Below are entries; work out how many of their lines include the string "gradient", and reply with the number only.

[Data entries]
──────
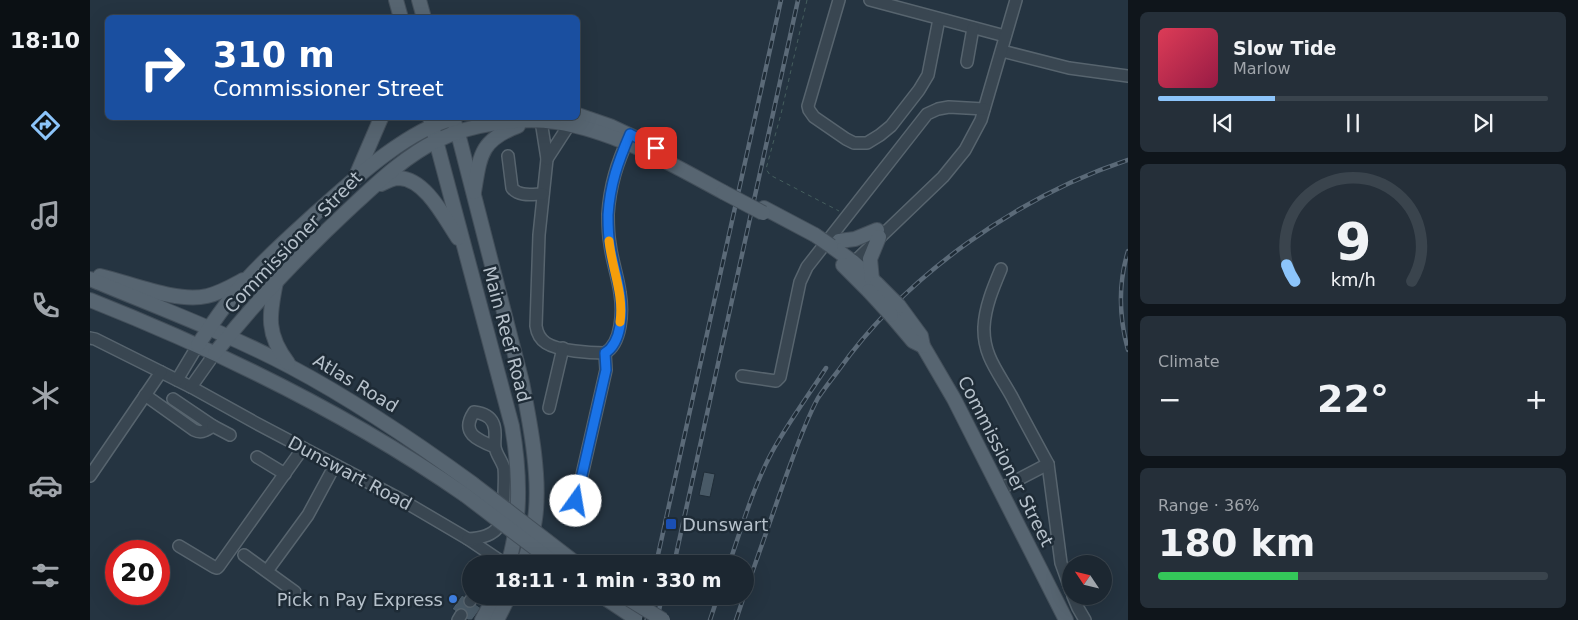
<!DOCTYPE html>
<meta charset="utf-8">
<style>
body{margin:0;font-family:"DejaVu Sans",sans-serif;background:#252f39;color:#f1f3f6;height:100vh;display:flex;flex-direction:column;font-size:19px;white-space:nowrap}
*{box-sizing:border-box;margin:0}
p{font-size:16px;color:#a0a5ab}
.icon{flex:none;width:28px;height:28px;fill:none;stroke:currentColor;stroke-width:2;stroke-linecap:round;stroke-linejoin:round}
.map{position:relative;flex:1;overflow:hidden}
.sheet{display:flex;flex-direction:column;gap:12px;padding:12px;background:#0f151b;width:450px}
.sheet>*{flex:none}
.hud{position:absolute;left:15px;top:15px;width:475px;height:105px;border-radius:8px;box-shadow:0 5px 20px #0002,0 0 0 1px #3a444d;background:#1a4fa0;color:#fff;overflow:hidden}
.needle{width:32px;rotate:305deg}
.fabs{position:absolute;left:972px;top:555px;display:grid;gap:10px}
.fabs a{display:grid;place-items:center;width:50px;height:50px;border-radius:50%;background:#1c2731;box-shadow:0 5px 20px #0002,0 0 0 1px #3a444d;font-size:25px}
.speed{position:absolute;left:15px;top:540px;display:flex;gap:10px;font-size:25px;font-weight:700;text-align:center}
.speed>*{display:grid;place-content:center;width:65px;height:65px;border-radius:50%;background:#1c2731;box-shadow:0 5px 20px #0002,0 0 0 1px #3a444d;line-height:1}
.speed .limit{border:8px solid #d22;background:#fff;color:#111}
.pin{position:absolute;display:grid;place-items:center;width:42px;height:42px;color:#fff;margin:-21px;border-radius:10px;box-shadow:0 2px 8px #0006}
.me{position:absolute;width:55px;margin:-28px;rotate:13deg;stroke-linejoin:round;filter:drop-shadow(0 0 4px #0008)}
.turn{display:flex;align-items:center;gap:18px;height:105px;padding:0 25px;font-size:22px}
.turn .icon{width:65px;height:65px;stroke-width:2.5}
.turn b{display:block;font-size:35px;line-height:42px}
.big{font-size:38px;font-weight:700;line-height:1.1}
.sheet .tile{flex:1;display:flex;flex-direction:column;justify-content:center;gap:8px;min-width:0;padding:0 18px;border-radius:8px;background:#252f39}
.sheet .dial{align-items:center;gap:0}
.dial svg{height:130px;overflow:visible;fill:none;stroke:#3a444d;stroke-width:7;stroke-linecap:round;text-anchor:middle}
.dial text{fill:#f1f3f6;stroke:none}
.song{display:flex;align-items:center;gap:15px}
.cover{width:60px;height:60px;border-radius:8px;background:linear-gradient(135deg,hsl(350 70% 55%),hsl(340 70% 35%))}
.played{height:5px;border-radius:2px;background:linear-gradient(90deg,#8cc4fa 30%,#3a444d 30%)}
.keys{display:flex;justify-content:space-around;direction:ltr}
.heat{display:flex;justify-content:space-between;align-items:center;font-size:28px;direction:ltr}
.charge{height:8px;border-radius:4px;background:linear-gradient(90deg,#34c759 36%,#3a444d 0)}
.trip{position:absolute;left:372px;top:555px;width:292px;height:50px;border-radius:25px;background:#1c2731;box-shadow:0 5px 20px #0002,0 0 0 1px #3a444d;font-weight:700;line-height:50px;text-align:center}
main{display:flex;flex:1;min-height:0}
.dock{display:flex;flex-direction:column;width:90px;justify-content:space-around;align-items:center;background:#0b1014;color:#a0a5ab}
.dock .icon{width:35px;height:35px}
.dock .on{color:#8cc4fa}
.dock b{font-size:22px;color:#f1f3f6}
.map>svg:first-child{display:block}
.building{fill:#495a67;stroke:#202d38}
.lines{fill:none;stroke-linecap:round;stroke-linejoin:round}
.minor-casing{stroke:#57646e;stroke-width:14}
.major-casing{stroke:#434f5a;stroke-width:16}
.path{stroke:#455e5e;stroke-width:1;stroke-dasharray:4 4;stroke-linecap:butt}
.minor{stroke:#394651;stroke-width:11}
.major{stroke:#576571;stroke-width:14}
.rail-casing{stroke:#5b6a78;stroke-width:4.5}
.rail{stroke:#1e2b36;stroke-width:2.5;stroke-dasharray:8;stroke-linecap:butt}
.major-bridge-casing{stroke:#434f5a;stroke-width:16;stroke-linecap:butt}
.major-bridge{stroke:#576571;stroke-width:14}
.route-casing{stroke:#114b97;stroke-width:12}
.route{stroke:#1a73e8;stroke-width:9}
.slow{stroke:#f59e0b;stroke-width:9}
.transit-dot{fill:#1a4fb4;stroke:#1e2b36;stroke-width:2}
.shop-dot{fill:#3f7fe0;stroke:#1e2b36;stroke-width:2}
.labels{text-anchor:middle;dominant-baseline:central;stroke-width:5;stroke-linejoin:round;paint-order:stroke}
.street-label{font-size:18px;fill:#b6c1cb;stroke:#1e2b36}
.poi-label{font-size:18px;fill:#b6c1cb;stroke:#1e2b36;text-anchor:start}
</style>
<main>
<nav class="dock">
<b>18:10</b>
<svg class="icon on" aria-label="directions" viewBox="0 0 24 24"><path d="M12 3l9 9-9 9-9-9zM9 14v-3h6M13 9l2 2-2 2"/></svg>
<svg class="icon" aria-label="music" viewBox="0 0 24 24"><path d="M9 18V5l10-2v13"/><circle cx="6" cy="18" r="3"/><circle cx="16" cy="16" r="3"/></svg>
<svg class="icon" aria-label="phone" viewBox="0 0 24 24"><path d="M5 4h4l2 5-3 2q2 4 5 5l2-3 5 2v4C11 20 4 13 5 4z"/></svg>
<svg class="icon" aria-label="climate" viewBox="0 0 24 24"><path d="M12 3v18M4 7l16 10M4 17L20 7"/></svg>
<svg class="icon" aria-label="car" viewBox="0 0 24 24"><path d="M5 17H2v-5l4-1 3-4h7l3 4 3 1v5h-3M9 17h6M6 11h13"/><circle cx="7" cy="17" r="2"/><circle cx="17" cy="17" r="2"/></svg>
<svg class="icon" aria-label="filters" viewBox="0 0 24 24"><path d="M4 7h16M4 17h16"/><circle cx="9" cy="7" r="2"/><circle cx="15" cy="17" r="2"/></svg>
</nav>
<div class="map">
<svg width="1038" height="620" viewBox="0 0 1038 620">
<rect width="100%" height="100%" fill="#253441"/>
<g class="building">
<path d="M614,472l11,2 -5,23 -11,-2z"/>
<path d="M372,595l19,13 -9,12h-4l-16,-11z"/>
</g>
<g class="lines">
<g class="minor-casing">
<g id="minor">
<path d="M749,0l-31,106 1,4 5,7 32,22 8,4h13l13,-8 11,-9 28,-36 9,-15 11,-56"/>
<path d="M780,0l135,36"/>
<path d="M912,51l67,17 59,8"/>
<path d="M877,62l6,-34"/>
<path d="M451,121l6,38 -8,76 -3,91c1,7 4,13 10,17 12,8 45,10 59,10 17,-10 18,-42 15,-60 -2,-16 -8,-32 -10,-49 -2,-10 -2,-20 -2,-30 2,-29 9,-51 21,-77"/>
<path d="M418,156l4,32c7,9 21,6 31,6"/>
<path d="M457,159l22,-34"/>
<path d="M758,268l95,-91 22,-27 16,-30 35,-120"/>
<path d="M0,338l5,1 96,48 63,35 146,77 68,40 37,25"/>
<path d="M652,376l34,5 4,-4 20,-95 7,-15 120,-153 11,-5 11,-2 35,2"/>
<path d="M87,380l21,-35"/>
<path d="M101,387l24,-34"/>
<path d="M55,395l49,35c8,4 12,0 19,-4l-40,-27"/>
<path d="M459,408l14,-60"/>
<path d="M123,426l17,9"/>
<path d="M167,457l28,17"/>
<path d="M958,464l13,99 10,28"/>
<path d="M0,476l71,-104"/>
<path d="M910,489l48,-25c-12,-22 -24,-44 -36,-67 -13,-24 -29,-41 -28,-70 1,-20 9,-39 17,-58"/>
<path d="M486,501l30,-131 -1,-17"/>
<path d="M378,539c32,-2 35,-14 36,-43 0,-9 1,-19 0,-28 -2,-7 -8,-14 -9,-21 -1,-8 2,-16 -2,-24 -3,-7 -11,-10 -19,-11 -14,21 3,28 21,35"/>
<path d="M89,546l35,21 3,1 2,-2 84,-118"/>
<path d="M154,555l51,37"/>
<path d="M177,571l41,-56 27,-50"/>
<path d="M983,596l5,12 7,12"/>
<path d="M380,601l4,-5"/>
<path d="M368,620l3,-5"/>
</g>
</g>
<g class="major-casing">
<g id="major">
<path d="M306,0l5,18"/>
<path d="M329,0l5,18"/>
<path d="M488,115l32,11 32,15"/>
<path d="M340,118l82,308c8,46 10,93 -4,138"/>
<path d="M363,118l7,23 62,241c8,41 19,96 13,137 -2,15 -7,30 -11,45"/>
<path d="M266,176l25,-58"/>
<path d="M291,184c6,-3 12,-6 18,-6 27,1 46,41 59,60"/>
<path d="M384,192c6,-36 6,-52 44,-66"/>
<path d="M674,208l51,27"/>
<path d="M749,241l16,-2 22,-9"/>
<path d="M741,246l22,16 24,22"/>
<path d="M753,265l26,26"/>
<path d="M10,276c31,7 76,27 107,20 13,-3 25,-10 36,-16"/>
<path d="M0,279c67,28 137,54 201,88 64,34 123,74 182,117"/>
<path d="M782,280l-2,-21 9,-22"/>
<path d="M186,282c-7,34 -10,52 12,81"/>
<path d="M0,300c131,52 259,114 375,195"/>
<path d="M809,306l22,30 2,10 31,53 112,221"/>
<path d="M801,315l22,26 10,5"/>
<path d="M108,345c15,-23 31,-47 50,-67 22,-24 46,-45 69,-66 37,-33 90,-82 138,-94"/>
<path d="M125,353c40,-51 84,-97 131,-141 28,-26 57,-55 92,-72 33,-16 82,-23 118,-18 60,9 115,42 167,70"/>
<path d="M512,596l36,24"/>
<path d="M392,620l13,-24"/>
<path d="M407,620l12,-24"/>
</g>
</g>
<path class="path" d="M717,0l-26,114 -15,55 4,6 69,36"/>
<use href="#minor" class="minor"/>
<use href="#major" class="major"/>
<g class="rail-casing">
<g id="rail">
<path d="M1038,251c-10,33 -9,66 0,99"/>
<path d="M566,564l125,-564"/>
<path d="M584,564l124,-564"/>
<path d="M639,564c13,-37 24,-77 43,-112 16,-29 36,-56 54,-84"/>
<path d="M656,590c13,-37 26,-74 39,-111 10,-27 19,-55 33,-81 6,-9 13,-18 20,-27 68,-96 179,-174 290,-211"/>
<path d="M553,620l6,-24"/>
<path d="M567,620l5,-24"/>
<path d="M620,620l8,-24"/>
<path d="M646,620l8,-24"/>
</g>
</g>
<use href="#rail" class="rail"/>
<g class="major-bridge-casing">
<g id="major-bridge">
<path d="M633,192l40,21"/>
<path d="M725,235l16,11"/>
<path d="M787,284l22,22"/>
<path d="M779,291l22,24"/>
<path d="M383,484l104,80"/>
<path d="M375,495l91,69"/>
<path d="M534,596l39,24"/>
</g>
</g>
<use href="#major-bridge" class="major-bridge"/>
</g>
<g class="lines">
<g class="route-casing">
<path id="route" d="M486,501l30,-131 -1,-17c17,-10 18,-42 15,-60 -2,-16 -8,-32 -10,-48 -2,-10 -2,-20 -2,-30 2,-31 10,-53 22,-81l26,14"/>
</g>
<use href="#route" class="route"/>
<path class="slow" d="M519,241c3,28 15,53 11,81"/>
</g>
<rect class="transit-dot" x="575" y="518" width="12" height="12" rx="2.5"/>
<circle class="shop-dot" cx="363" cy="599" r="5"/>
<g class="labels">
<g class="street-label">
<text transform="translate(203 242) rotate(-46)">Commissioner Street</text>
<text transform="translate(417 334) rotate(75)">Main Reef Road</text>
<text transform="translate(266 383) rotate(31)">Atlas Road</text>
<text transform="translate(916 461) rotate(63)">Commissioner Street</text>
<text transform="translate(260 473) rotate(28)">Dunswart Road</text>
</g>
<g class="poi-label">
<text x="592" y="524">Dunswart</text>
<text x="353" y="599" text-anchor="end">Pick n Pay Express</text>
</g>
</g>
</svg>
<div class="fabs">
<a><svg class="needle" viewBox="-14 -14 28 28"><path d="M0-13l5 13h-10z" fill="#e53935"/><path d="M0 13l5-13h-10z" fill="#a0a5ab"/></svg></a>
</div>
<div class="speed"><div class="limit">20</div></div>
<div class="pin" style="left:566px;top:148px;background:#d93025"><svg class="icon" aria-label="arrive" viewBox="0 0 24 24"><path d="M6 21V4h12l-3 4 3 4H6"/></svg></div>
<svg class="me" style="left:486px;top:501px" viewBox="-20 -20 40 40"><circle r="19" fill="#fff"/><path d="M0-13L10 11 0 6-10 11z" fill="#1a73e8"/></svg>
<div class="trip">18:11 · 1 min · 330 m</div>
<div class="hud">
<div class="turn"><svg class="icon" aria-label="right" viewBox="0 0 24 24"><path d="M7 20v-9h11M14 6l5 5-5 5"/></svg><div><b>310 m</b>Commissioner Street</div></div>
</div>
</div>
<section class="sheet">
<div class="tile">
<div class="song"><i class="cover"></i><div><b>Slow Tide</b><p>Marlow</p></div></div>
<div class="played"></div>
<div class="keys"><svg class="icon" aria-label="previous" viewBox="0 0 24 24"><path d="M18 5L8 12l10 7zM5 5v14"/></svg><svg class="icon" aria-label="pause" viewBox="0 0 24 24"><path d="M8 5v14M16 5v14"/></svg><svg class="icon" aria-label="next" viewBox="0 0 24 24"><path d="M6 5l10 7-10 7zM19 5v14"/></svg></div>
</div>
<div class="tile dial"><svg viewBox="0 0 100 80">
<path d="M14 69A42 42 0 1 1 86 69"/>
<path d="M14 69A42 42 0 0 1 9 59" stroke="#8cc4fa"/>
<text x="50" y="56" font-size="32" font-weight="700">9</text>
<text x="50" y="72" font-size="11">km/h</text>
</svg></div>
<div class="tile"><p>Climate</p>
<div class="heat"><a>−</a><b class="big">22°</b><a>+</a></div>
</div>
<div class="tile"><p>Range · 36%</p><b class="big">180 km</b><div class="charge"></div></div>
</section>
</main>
──────
▸ **EXERCISE ANSWER**
3